Bakırlıoğlu, akademinin geldiği noktayı Türkiye Üniversite Memnuniyet Araştırması ve URAP verileriyle ortaya koydu. 2024 yılında yapılan araştırmalarda 95 üniversitenin başarısız bulunduğunu ve Türkiye'deki üniversitelerin dünya sıralamalarında ciddi şekilde geriye düştüğünü söyledi.

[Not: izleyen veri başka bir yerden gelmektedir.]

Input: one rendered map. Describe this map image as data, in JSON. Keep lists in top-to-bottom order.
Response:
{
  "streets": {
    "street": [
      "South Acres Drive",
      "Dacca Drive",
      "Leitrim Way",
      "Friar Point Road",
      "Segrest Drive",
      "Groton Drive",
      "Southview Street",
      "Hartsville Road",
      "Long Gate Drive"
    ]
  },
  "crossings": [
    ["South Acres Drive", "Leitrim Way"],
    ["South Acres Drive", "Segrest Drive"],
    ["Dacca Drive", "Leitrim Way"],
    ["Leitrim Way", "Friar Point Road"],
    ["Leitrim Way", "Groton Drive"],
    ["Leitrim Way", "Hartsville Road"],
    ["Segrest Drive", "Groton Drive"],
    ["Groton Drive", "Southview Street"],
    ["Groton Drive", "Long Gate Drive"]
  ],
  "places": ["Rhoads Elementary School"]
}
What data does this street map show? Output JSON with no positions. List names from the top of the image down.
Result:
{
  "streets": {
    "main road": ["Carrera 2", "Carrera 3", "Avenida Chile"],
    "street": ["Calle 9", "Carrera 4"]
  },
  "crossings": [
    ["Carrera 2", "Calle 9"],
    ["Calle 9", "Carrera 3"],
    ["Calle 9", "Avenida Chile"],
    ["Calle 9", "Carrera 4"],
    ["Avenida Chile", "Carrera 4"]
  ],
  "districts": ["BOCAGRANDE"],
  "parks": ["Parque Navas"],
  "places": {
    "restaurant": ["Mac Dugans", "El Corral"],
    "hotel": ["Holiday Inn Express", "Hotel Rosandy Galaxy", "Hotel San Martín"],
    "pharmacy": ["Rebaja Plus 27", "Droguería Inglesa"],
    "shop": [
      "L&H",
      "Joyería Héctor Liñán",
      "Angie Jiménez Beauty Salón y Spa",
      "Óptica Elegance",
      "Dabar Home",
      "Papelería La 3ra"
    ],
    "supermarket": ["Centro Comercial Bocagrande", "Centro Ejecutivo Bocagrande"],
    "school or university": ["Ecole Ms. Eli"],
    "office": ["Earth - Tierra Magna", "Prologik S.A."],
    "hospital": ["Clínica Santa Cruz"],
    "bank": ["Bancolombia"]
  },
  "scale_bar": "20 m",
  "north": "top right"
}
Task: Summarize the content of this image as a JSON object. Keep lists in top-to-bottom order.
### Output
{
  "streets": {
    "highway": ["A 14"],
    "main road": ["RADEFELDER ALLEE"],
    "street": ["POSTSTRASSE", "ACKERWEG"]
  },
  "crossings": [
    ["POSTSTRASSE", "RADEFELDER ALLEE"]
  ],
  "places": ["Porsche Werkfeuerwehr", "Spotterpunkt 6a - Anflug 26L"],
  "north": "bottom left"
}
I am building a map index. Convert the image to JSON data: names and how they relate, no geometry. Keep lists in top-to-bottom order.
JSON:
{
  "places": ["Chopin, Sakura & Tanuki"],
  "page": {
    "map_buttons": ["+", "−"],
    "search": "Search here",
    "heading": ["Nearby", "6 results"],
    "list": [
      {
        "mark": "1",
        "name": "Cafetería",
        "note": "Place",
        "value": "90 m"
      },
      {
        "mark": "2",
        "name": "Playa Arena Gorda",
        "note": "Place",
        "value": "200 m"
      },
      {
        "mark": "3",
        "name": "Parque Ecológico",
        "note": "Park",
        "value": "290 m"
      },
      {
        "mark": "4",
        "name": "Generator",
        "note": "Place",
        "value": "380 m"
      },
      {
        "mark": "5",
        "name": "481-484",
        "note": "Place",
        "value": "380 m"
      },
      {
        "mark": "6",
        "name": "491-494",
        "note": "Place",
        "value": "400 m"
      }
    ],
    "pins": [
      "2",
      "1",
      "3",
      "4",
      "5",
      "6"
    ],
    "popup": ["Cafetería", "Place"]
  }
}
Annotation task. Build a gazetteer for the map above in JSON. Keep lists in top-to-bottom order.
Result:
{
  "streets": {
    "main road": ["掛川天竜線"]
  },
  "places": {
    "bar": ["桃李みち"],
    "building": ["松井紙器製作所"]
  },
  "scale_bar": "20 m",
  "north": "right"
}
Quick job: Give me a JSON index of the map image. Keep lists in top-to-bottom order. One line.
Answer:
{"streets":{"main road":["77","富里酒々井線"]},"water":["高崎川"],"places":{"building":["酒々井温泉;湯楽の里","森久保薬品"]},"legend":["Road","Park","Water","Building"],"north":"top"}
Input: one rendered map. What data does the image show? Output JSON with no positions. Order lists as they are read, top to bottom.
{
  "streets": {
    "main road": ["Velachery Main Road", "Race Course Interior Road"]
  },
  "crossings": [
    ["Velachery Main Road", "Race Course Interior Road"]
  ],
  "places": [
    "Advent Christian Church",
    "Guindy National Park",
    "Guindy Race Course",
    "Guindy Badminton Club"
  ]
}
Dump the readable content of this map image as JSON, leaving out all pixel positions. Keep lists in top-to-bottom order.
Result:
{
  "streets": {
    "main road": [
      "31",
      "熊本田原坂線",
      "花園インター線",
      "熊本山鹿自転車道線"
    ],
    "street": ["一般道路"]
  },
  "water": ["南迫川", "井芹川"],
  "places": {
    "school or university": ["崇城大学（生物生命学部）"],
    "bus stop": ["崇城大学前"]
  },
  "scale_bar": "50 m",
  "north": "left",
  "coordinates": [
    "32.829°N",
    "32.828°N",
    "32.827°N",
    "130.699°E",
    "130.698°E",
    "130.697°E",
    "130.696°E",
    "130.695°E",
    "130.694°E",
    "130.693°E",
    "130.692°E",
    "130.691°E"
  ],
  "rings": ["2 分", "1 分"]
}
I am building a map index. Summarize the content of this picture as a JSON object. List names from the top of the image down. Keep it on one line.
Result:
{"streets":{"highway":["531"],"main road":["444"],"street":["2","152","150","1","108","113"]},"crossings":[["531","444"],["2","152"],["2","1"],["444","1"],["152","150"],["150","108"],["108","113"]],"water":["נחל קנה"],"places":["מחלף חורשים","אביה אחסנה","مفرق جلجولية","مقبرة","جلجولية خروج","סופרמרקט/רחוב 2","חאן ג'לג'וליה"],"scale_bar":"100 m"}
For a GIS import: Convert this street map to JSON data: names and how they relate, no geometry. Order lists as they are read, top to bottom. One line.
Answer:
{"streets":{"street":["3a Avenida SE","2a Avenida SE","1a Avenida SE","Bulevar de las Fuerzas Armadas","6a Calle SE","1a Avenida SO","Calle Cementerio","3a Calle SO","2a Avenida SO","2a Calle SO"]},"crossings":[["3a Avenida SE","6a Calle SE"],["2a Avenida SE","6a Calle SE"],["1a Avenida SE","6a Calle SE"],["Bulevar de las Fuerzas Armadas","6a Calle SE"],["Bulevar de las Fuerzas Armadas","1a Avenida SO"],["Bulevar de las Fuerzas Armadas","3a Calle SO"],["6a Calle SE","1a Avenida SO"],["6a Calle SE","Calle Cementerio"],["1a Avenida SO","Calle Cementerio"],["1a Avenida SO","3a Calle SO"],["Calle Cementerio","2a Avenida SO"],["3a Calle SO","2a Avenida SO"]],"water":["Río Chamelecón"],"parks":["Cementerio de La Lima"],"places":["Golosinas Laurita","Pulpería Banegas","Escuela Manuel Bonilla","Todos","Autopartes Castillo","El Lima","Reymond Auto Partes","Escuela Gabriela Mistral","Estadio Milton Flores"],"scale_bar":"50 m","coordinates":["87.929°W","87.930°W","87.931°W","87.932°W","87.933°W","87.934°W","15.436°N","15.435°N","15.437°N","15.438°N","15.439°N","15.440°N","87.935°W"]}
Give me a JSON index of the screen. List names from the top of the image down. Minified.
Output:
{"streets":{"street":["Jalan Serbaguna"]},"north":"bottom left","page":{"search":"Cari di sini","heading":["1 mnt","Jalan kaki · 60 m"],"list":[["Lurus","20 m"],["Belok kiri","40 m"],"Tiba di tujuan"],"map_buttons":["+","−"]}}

Ayrıca rektörlerin büyük bir kısmının uluslararası yayını ya da atfı olmadığını belirtti.
“Karma Eğitim Gündemiyle Zaman Kaybediliyor”
Eğitimdeki nitelik sorunu bu kadar büyükken, Millî Eğitim Bakanı'nın karma eğitimi tartışmaya açmasını da eleştiren Bakırlıoğlu, “Bu kadar ciddi sorunlar varken ülke, anlamsız gündemlerle vakit kaybediyor,” ifadelerini kullandı.
“Cumhurbaşkanına Yetki Devri Anayasa’ya Aykırı”
Torba yasanın 3’üncü maddesinde barış zamanına ait subayların bekleme sürelerinin Cumhurbaşkanı kararıyla uzatılıp kısaltılabileceği hükmünün yer aldığını belirten Bakırlıoğlu, bu düzenlemenin Anayasa'nın 128’inci maddesine açıkça aykırı olduğunu ifade etti.
Anayasa Mahkemesi’nin daha önce bu konuyu başka bir maddeden değerlendirdiğini ancak esasen memurların özlük haklarının kanunla düzenlenmesi gerektiğini vurguladı.
“Subay İhracı İçin Mevcut Mevzuat Yeterli”
926 sayılı Kanun'un 50’nci maddesine yapılan eklemelerle, yetersizlik nedeniyle subayların doğrudan Cumhurbaşkanı kararıyla ordudan ihraç edilebileceğine dikkat çeken Bakırlıoğlu, bu yetkinin var olan Sicil Yönetmeliği ve Yüksek Disiplin Kurulu gibi mekanizmalarla zaten düzenlendiğini hatırlattı. Geçmişte disiplin gerekçesiyle ihraç edilen teğmenleri hatırlatan Bakırlıoğlu, “Bu düzenleme, kamuoyunun vicdanını yaralayan olayların önünü açıyor,” dedi.
“Yerel Yönetim Düzenlemeleri Seçim Sonrası Gündeme Geldi”
Torba yasadaki belediye tüzel kişilikleriyle ilgili düzenlemelere de değinen Bakırlıoğlu, bu tür düzenlemelerin 2024 yerel seçimlerindeki CHP başarısından sonra gündeme geldiğini belirtti. “Geçmişte ne zaman bir sistem değişikliği yapıldıysa, gelen gideni arattı” diyen Bakırlıoğlu, yerel yönetimlerde yeni bir müdahale süreci başladığı endişesini dile getirdi.
“Yasama Yetkisi Devredilemez”
Son olarak Gençlik ve Spor Bakanlığının yurt dışı koordinasyon ofislerinde görevli personelin özlük haklarının Cumhurbaşkanı kararıyla düzenlenmesini öngören 12’nci maddeye de itiraz eden Bakırlıoğlu, bu yetkinin Anayasa’nın 7’nci ve 128’inci maddelerine açıkça aykırı olduğunu vurguladı.